» **Requirement**
Output, exactly and in full, the entries that appear below.

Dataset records
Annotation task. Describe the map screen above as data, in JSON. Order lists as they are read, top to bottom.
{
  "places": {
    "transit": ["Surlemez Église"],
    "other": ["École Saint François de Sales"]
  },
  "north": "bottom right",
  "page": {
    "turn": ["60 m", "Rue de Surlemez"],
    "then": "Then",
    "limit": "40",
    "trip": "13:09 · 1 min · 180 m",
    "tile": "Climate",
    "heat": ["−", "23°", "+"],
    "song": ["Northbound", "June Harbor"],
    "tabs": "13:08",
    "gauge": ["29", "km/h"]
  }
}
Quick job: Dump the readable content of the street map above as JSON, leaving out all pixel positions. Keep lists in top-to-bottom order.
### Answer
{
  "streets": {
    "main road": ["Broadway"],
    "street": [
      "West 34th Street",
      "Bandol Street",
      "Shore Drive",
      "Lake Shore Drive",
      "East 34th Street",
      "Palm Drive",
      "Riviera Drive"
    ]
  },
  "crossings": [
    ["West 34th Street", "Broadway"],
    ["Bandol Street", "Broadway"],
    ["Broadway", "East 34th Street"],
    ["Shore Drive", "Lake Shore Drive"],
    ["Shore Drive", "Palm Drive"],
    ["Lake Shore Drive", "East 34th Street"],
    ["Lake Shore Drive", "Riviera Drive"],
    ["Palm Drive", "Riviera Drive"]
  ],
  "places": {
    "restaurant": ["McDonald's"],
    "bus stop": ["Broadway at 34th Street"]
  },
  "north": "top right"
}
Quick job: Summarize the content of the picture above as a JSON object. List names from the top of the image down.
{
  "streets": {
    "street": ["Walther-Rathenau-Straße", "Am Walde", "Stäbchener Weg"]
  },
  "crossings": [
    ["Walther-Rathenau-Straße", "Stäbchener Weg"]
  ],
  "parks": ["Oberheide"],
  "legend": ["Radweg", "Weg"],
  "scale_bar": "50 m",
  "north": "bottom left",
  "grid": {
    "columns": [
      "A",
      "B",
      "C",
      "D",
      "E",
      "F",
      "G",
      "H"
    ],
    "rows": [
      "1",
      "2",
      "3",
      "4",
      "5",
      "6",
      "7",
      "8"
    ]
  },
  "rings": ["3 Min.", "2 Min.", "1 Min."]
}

» **Finished exercise**
Annotation task. Describe the map screen above as data, in JSON. Order lists as they are read, top to bottom.
{
  "places": {
    "transit": ["Surlemez Église"],
    "other": ["École Saint François de Sales"]
  },
  "north": "bottom right",
  "page": {
    "turn": ["60 m", "Rue de Surlemez"],
    "then": "Then",
    "limit": "40",
    "trip": "13:09 · 1 min · 180 m",
    "tile": "Climate",
    "heat": ["−", "23°", "+"],
    "song": ["Northbound", "June Harbor"],
    "tabs": "13:08",
    "gauge": ["29", "km/h"]
  }
}
Quick job: Dump the readable content of the street map above as JSON, leaving out all pixel positions. Keep lists in top-to-bottom order.
### Answer
{
  "streets": {
    "main road": ["Broadway"],
    "street": [
      "West 34th Street",
      "Bandol Street",
      "Shore Drive",
      "Lake Shore Drive",
      "East 34th Street",
      "Palm Drive",
      "Riviera Drive"
    ]
  },
  "crossings": [
    ["West 34th Street", "Broadway"],
    ["Bandol Street", "Broadway"],
    ["Broadway", "East 34th Street"],
    ["Shore Drive", "Lake Shore Drive"],
    ["Shore Drive", "Palm Drive"],
    ["Lake Shore Drive", "East 34th Street"],
    ["Lake Shore Drive", "Riviera Drive"],
    ["Palm Drive", "Riviera Drive"]
  ],
  "places": {
    "restaurant": ["McDonald's"],
    "bus stop": ["Broadway at 34th Street"]
  },
  "north": "top right"
}
Quick job: Summarize the content of the picture above as a JSON object. List names from the top of the image down.
{
  "streets": {
    "street": ["Walther-Rathenau-Straße", "Am Walde", "Stäbchener Weg"]
  },
  "crossings": [
    ["Walther-Rathenau-Straße", "Stäbchener Weg"]
  ],
  "parks": ["Oberheide"],
  "legend": ["Radweg", "Weg"],
  "scale_bar": "50 m",
  "north": "bottom left",
  "grid": {
    "columns": [
      "A",
      "B",
      "C",
      "D",
      "E",
      "F",
      "G",
      "H"
    ],
    "rows": [
      "1",
      "2",
      "3",
      "4",
      "5",
      "6",
      "7",
      "8"
    ]
  },
  "rings": ["3 Min.", "2 Min.", "1 Min."]
}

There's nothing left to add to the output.